The idea that people should take more personal responsibility for their health is nothing new. For more than 40 years now, we have been promoting the belief that self-care is obviously good and necessary, and that people should be less passive and less dependent.
This view has been particularly prevalent in physiotherapy, where the shift away from so called ‘passive’ modalities has been accompanied by an equally powerful set of discourses pushing behaviour change and an activity-is-best agenda.
We’ve written about some of the dangers of this approach elsewhere (Nicholls et al, 2018), but a recent paper published in the journal Sociology of Health and Illness adds weight to the belief that personal responsibility may not be as obvious as it seems.
In the paper titled Pastoral power and the promotion of self-care, Lorelei Jones uses the notion of pastoral power to analyse how health professionals are being asked to take on new and interesting roles in healthcare.
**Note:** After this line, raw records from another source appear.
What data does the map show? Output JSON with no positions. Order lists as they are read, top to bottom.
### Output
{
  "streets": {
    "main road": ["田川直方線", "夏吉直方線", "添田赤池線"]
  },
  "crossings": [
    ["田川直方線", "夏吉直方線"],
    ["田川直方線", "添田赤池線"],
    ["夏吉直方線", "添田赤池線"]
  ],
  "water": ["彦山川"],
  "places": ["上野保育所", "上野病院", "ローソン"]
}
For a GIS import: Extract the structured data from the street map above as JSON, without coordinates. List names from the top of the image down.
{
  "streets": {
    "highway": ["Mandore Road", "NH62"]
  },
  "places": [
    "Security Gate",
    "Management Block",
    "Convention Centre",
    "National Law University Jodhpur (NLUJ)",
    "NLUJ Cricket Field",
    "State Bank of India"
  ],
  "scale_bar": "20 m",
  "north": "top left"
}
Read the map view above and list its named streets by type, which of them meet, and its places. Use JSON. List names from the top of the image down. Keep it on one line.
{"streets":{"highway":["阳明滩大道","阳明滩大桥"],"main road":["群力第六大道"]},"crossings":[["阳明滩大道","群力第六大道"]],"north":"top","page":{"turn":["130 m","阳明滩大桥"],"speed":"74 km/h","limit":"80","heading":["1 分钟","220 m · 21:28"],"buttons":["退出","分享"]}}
Pastoral power draws on Christian notions of the good shepherd as a metaphor for how we might shape people’s moral conduct: in this case, how they might act in their own and, by extension, the rest of society’s interests.
Jones argues that, ‘Applying the concept of pastoral power to healthcare policy, ‘the modern pastorate’ is made up of specialists, experts, and therapists who promote desirable subjectivities’ (p.3).
Through the Foucauldian ethnographic study conducted in the UK across ‘four localities in four different regions of England between November 2013 and August 2015’ (p.5), Jones tracks the strategies used by people to inculcate self-care into a variety of health service providers and users.
The Discussion section of the paper is particularly interesting, because it reveals some of the reasons why discourses of self-care and personal responsibility are failing to gain purchase:
- An overemphasis on homogenous training methods and ways of promoting self care
- Approaches from management that are ‘normative in tone, closely linked to a proposed solution, less theoretical than traditional academic writing, focused on enhancing organisational performance, and addressing ‘hot’ issues in public policy’ (p.12)
- Highly polished and packaged training provided in ‘short sessions on an ad hoc basis, in contrast to professional training where socialisation into professional identities is accomplished through many years of education and apprenticeship’ (p.13)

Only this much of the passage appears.